### Exercise description
For each line of the data below, copy it if it holds the word "canvas".

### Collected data

━━━━

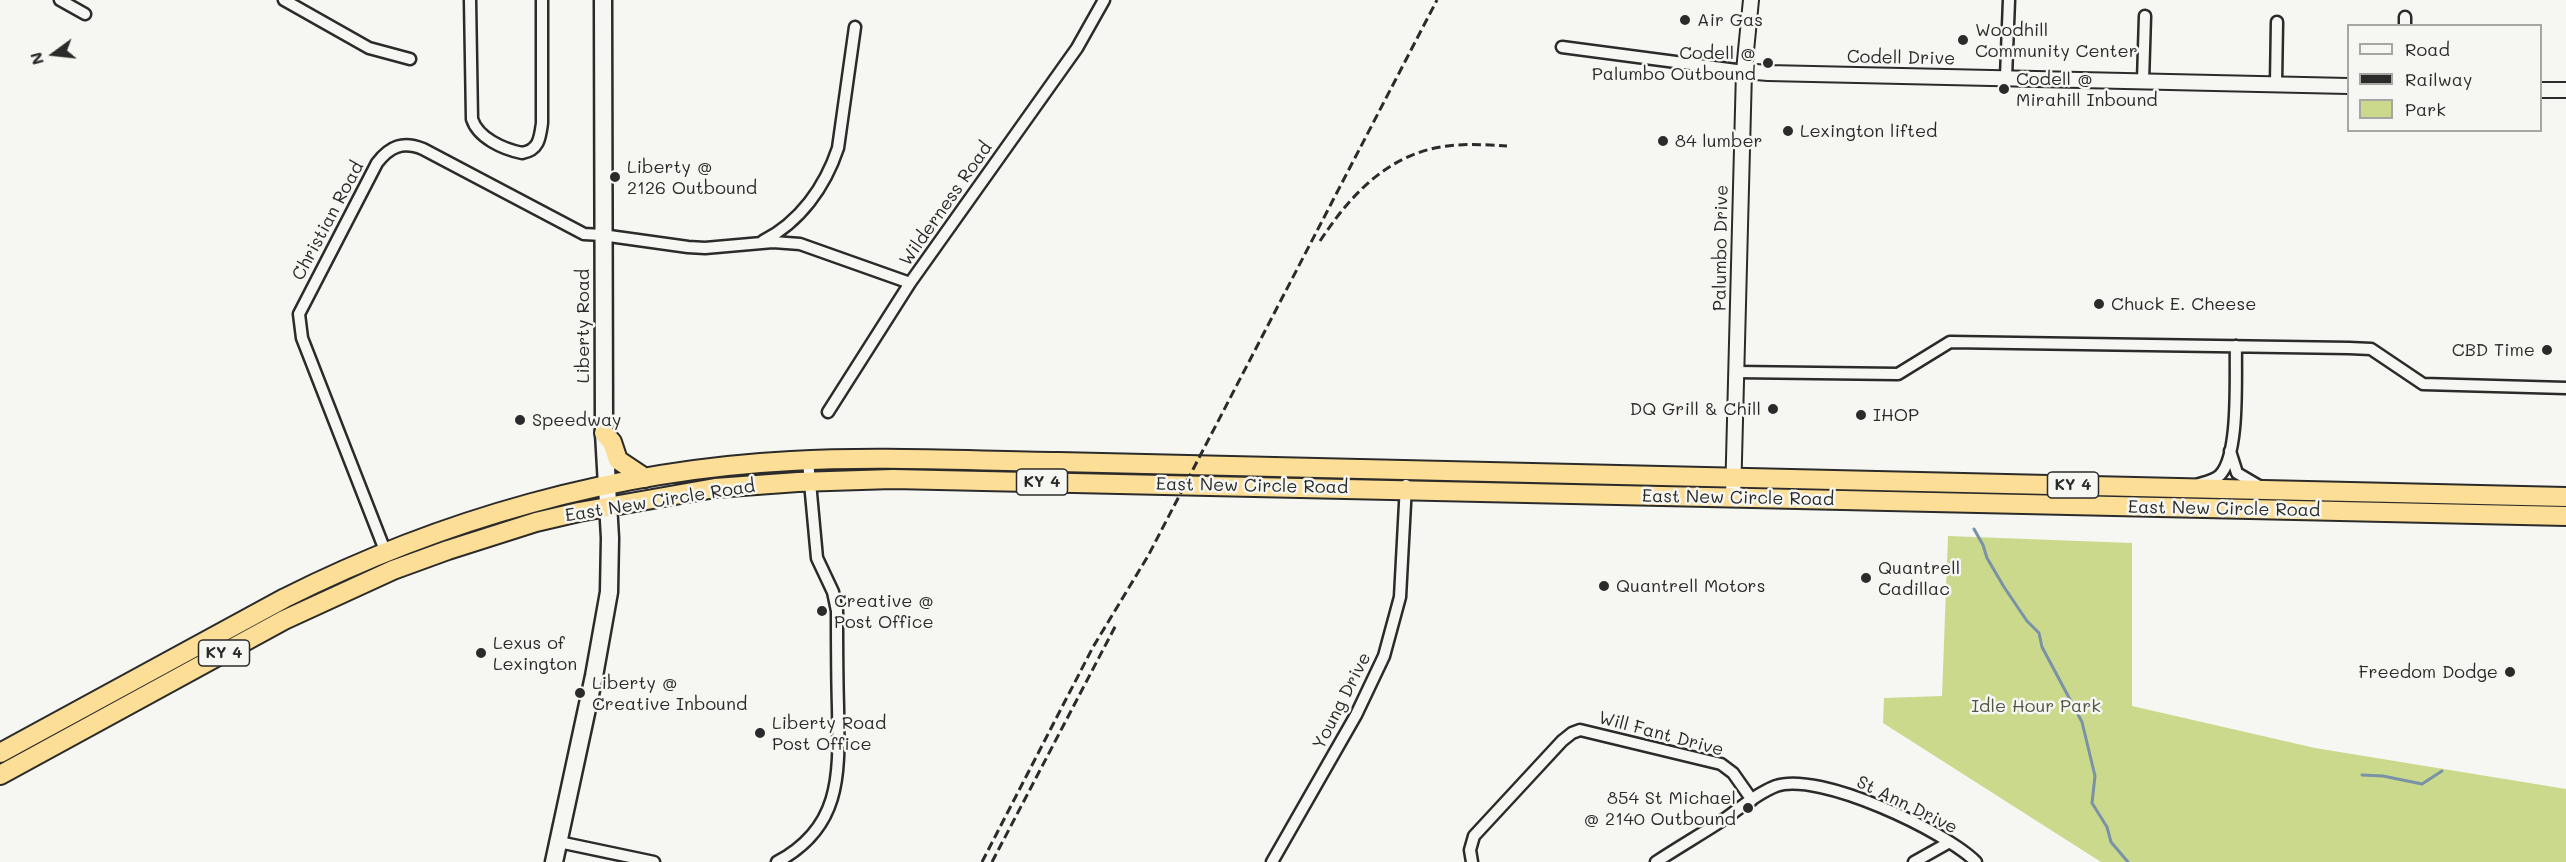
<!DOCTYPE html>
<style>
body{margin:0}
#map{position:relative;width:2566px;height:862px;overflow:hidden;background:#f6f6f2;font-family:Mali,sans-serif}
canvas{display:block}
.legend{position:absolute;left:2347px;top:24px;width:195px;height:108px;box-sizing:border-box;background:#f6f6f2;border:2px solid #a5a5a2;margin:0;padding:8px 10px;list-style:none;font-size:18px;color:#2b2b2b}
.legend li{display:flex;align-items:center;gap:12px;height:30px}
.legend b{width:30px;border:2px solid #a5a5a2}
.north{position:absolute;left:24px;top:24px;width:60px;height:60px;-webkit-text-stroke:4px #f6f6f2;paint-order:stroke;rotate:255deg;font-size:16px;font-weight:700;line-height:24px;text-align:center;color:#2b2b2b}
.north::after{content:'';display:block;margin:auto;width:21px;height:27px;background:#2b2b2b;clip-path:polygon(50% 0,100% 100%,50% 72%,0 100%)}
</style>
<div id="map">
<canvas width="2566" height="862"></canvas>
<ul class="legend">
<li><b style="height:8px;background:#f6f6f2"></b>Road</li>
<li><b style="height:8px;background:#2b2b2b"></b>Railway</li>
<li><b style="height:16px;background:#cbd98d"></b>Park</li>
</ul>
<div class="north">N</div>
</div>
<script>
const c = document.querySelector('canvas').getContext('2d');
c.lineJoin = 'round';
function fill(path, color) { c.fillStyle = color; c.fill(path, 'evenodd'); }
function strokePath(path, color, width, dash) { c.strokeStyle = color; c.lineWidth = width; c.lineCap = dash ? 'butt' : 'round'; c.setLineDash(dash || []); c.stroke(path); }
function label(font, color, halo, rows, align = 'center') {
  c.font = font + ' Mali,sans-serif'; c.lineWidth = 5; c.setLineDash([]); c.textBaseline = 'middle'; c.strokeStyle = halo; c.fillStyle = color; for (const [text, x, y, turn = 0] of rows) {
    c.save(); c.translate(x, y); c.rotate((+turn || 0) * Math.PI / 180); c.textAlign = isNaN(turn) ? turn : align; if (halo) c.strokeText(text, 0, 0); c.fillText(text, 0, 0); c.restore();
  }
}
const green = new Path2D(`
 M1948,536L2132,543V706L2315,748L2566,789V862H2101L1883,723L1884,698L1942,696Z`);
const stream = new Path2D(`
 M1974,529L1983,545L1987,558L2004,587L2027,621L2039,633L2042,647L2082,722L2095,776L2092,803L2107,827L2111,842L2128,862
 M2362,775L2383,776L2422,784L2442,771`);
const minor = new Path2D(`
 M60,0L85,14
 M284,0L369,48L410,59
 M470,0L472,119C478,138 503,149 522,153C539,150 540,138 542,123V0
 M2405,26V17
 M1562,47L1744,71
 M2006,77L2009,0
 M2143,81L2145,16
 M2276,83L2277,22
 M763,241C800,222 825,187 838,148L855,27
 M1736,372L1898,374L1950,342L2349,348L2371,349L2423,384L2566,388
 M828,412L910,283L1077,48L1104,0
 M2230,451L2237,473L2259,486
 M2199,484C2206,482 2215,480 2220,475C2240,454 2235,375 2236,346
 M386,553L302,338L299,314L377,163C390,146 403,141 423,149L584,234L602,235L688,247L705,248L773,242L800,244L910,283
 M559,842L654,862
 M777,862C843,827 839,772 838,707C837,675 837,643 837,611L833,592L817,558L808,461
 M1272,862L1356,715L1384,656L1400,597L1406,485
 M1472,862L1470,850L1474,836L1562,741L1572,733L1580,730L1721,764L1733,773L1752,800
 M1656,862C1679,847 1703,833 1726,818C1741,807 1758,793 1776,786C1819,771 1945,831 1976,862
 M1914,862L1948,843`);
const tertiary = new Path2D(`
 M1744,71L1768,73L2348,86
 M2540,90H2566
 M1733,498L1744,71L1751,0`);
const secondary = new Path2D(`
 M554,862L594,676L609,592L610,538L604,433L603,0`);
const trunk = new Path2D(`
 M604,433L612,442L618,460L645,478
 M0,753L285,598C442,519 615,470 791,461C880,456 970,461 1059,462L2566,497
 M0,775L284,620L393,570L448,550L536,522L579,512L715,488L798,482L893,479L2566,516`);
const rail = new Path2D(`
 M1320,241C1353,191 1393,149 1457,145C1474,144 1491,145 1507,146
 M982,862L1093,647L1148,556L1437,0
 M992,862L1117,623`);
const markers = [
 [1685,20,6,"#2b2b2b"],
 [1963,40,6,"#2b2b2b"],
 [1768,63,6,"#2b2b2b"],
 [2004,89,6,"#2b2b2b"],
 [1788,131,6,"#2b2b2b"],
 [1663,141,6,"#2b2b2b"],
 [615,177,6,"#2b2b2b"],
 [2099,304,6,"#2b2b2b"],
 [2547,350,6,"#2b2b2b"],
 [1773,409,6,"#2b2b2b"],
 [1861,415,6,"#2b2b2b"],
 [520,420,6,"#2b2b2b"],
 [1866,578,6,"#2b2b2b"],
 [1604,586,6,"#2b2b2b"],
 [822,611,6,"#2b2b2b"],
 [481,653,6,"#2b2b2b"],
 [2510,672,6,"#2b2b2b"],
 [580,693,6,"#2b2b2b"],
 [760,733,6,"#2b2b2b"],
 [1748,808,6,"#2b2b2b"]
];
const shields = [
 [1042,482,51],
 [2073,485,51],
 [224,653,51]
];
const shieldNames = [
 ["KY 4",1042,482],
 ["KY 4",2073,485],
 ["KY 4",224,653]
];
const poiNames = [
 ["Air Gas",1697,20],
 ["Woodhill",1975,30],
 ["Community Center",1975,51],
 ["Codell @",1756,53,"right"],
 ["Palumbo Outbound",1756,74,"right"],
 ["Codell @",2016,79],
 ["Mirahill Inbound",2016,100],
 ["Lexington lifted",1800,131],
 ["84 lumber",1675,141],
 ["Liberty @",627,167],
 ["2126 Outbound",627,188],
 ["Chuck E. Cheese",2111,304],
 ["CBD Time",2535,350,"right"],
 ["DQ Grill & Chill",1761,409,"right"],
 ["IHOP",1873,415],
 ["Speedway",532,420],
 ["Quantrell",1878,568],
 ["Cadillac",1878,589],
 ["Quantrell Motors",1616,586],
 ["Creative @",834,601],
 ["Post Office",834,622],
 ["Lexus of",493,643],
 ["Lexington",493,664],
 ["Freedom Dodge",2498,672,"right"],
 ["Liberty @",592,683],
 ["Creative Inbound",592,704],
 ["Liberty Road",772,723],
 ["Post Office",772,744],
 ["854 St Michael",1736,798,"right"],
 ["@ 2140 Outbound",1736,819,"right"]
];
const streetNames = [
 ["Codell Drive",1901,58,1],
 ["Wilderness Road",946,204,-55],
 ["Christian Road",328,221,-62],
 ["Palumbo Drive",1721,248,-89],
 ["Liberty Road",583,326,-90],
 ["East New Circle Road",1252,486,1],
 ["East New Circle Road",1738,498,1],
 ["East New Circle Road",660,501,-9],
 ["East New Circle Road",2224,509,1],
 ["Young Drive",1342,701,-63],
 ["Will Fant Drive",1661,734,15],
 ["St Ann Drive",1907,805,26]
];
const parkNames = [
 ["Idle Hour Park",2036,706]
];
fill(green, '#cbd98d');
strokePath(stream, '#7992a6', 3);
strokePath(minor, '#2b2b2b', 15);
strokePath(tertiary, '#2b2b2b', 18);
strokePath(secondary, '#2b2b2b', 21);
strokePath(trunk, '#2b2b2b', 22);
strokePath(minor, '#f6f6f2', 10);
strokePath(tertiary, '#f6f6f2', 14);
strokePath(secondary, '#f6f6f2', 16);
strokePath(trunk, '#fdde96', 18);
strokePath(rail, '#2b2b2b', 3, [9, 4.5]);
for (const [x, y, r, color] of markers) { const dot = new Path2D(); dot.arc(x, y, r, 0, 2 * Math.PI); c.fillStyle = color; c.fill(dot); strokePath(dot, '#f6f6f2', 2); }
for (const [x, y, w] of shields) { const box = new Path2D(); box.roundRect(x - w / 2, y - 13, w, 26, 4.5); c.fillStyle = '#f6f6f2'; c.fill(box); strokePath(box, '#2b2b2b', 1.5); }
label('bold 16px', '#2b2b2b', null, shieldNames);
label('18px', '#2b2b2b', '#f6f6f2', poiNames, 'left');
label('18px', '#2b2b2b', '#f6f6f2', streetNames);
label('18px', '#535644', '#f6f6f2', parkNames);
</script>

━━━━

### Solution
canvas{display:block}
<canvas width="2566" height="862"></canvas>
const c = document.querySelector('canvas').getContext('2d');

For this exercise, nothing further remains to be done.